Problem description — Could you set down exactly the lines of the data below, starting at the one that holds "position:relative; width:1472px; height:1527px;" and ending at the one that holds "position:absolute; left:1374px; top:1429px;", both included, and only those?
Content starts
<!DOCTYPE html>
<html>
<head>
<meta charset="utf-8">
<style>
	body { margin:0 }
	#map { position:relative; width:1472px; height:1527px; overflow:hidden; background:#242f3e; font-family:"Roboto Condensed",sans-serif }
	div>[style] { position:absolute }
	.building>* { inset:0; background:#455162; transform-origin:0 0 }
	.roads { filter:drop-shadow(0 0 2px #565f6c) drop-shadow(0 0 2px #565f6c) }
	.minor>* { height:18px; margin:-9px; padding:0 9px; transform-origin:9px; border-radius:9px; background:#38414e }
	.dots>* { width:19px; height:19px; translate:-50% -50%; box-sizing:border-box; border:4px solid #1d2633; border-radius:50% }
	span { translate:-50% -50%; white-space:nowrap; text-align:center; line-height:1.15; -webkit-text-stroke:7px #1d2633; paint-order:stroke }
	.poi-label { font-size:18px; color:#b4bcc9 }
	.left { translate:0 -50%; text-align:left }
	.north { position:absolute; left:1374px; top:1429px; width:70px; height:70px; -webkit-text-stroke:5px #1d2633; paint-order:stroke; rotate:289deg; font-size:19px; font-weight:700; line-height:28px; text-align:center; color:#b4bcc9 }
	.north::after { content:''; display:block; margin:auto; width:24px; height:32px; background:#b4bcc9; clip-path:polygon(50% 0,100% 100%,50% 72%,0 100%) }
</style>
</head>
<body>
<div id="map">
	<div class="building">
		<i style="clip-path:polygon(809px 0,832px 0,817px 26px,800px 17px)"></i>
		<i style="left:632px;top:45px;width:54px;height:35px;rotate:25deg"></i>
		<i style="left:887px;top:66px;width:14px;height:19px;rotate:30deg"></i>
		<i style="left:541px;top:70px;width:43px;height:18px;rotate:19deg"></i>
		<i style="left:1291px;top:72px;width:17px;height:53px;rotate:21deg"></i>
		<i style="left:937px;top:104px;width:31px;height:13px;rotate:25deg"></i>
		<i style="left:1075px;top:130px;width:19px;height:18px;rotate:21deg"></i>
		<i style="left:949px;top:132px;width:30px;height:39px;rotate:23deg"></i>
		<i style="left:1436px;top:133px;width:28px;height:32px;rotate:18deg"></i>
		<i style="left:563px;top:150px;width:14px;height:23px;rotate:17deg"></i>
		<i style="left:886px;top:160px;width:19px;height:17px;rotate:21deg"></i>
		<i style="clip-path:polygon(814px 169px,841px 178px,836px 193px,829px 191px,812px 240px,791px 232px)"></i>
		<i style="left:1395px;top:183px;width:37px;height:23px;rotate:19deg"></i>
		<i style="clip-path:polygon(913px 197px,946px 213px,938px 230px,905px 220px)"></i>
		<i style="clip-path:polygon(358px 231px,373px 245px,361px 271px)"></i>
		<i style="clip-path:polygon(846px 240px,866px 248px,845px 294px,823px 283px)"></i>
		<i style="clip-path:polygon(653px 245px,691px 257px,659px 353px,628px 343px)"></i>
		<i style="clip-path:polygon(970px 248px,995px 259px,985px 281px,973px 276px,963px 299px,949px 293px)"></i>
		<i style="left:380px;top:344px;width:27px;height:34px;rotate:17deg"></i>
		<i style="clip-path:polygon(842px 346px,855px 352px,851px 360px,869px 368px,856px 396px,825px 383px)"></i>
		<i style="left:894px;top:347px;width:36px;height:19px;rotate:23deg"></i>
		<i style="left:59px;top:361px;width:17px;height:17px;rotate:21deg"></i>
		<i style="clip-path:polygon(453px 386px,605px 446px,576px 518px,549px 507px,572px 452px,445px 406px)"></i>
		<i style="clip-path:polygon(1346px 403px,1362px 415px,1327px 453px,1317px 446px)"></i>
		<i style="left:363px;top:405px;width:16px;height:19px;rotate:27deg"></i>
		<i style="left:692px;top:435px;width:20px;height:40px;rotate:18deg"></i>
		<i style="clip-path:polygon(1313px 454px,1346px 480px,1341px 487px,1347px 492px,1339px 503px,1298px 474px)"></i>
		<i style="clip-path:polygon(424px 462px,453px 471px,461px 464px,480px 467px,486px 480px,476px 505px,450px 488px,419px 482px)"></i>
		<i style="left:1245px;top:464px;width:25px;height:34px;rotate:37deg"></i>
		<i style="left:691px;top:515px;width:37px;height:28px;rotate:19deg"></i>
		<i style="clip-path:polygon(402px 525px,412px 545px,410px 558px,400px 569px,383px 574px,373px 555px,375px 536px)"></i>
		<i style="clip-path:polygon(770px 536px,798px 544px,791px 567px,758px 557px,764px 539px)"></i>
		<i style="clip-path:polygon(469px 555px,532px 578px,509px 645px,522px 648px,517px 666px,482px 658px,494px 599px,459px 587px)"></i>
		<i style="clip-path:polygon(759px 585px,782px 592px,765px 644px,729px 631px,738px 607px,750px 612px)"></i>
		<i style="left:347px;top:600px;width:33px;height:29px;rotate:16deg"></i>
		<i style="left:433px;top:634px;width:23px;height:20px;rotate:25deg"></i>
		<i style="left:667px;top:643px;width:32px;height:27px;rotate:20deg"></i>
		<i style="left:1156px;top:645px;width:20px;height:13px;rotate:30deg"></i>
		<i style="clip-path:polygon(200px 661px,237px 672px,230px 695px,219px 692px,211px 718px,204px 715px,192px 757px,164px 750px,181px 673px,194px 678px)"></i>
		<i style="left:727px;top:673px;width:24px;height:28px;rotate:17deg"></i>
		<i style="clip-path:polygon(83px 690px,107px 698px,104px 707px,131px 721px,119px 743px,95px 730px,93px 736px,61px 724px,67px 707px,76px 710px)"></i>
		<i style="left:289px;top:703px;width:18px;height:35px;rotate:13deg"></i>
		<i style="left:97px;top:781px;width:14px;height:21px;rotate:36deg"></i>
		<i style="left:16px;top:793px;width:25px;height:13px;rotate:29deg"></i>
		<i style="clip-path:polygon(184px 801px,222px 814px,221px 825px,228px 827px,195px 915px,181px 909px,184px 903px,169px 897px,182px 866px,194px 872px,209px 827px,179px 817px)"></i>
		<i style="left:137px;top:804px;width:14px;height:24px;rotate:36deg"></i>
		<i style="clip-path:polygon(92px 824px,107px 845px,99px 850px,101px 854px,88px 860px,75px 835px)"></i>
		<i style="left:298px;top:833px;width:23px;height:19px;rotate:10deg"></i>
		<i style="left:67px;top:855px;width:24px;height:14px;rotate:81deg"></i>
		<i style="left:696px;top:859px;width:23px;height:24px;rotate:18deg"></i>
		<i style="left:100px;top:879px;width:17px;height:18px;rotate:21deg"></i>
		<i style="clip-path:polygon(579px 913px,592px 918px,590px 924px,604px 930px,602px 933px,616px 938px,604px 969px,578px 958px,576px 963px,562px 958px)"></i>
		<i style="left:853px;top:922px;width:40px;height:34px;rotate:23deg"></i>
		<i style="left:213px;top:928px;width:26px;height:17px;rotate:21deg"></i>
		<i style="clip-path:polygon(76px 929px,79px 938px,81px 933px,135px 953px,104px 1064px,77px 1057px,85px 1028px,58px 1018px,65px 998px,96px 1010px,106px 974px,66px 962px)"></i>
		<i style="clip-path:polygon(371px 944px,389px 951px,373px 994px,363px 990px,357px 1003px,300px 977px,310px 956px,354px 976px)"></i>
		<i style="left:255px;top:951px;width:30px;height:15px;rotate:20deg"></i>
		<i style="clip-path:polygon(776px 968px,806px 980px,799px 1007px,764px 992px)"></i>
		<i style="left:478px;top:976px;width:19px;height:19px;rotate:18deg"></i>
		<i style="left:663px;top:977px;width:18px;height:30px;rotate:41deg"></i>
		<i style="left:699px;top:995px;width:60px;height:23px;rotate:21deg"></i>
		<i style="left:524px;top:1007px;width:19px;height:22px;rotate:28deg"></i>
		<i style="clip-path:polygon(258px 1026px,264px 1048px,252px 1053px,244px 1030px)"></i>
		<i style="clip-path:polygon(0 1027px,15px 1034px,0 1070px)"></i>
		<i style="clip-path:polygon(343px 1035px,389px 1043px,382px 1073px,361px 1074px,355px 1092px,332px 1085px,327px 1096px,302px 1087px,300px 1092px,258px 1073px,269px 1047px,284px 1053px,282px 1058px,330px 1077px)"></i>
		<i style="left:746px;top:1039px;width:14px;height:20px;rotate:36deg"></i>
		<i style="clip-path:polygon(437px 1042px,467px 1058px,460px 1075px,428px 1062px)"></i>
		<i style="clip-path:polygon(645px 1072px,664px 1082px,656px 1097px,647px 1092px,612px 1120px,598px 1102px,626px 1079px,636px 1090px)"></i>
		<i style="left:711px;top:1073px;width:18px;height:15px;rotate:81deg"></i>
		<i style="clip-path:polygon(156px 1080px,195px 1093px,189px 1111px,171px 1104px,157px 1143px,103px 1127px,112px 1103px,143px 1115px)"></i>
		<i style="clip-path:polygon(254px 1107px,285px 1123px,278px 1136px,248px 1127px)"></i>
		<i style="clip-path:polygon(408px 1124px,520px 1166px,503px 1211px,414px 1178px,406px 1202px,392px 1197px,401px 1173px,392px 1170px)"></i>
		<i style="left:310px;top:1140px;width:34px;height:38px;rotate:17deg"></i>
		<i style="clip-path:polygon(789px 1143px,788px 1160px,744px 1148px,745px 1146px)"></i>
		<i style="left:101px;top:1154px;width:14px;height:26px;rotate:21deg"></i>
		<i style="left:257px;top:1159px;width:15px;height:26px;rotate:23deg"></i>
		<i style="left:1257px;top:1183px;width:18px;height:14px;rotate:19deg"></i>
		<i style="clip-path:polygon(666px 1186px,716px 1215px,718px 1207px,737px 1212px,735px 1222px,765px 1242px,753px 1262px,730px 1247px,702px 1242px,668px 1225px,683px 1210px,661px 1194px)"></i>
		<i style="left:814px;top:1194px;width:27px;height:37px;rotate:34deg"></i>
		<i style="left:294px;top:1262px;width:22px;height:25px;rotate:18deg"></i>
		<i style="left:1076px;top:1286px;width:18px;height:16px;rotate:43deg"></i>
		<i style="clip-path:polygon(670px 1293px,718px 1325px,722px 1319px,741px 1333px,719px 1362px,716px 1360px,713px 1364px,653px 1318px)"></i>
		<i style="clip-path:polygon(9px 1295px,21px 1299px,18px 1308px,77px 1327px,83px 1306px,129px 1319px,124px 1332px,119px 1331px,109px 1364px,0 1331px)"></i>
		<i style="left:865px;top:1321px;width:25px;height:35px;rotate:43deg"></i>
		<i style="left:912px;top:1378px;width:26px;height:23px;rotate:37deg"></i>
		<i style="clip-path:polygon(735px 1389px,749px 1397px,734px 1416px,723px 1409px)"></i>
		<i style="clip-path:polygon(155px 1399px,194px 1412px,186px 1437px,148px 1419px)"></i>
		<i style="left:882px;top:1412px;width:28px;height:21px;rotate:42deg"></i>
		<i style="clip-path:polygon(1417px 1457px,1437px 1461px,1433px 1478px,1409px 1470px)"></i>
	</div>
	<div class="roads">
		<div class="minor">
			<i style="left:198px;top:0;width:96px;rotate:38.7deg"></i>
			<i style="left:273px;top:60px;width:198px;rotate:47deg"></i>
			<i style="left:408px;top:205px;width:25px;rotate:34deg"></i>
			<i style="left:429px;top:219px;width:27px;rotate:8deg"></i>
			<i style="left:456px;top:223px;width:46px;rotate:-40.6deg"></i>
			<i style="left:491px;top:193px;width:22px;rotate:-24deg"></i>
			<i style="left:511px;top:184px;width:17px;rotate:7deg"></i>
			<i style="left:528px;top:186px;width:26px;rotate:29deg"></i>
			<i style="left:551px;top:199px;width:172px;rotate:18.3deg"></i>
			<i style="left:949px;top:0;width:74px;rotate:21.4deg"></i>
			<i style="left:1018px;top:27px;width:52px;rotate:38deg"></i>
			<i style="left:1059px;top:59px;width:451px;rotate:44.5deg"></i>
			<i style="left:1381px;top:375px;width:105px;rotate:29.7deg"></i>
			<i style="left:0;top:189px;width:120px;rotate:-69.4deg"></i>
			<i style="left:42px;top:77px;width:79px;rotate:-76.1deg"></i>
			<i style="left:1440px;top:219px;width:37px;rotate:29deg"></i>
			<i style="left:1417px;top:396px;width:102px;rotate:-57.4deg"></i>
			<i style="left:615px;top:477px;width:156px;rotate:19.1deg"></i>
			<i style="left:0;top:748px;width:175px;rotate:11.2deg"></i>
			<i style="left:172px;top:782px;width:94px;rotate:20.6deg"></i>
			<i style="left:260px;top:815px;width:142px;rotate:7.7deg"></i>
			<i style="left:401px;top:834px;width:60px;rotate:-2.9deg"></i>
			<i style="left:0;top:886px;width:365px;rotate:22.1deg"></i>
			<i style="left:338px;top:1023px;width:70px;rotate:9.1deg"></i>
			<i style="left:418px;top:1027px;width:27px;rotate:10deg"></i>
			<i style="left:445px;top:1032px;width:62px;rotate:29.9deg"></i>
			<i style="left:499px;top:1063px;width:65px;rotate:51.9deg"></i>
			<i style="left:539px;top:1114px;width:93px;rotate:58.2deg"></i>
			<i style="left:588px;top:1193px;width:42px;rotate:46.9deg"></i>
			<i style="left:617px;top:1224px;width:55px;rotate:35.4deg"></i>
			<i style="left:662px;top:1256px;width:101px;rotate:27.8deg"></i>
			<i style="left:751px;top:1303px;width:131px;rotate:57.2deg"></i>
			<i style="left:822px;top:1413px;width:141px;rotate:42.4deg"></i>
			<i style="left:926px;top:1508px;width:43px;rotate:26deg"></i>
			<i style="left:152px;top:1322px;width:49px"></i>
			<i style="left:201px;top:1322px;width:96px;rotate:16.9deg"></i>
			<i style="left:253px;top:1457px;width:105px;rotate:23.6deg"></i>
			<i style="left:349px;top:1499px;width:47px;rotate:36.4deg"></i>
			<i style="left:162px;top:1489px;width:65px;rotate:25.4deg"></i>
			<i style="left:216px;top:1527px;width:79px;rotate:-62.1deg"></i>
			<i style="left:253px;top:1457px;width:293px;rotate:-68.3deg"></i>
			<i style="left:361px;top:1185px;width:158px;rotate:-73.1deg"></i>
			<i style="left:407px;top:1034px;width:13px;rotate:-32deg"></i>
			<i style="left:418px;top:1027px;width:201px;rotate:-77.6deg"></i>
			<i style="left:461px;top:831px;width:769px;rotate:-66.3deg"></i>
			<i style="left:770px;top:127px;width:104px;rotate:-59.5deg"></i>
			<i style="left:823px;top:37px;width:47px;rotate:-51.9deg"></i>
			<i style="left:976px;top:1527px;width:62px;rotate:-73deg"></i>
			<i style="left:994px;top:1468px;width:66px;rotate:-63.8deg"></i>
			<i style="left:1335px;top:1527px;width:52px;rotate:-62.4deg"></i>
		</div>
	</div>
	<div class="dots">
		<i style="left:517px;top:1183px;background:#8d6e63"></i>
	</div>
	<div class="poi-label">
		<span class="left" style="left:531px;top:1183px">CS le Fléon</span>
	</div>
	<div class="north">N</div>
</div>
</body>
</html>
Content ends
Finished task —
	#map { position:relative; width:1472px; height:1527px; overflow:hidden; background:#242f3e; font-family:"Roboto Condensed",sans-serif }
	div>[style] { position:absolute }
	.building>* { inset:0; background:#455162; transform-origin:0 0 }
	.roads { filter:drop-shadow(0 0 2px #565f6c) drop-shadow(0 0 2px #565f6c) }
	.minor>* { height:18px; margin:-9px; padding:0 9px; transform-origin:9px; border-radius:9px; background:#38414e }
	.dots>* { width:19px; height:19px; translate:-50% -50%; box-sizing:border-box; border:4px solid #1d2633; border-radius:50% }
	span { translate:-50% -50%; white-space:nowrap; text-align:center; line-height:1.15; -webkit-text-stroke:7px #1d2633; paint-order:stroke }
	.poi-label { font-size:18px; color:#b4bcc9 }
	.left { translate:0 -50%; text-align:left }
	.north { position:absolute; left:1374px; top:1429px; width:70px; height:70px; -webkit-text-stroke:5px #1d2633; paint-order:stroke; rotate:289deg; font-size:19px; font-weight:700; line-height:28px; text-align:center; color:#b4bcc9 }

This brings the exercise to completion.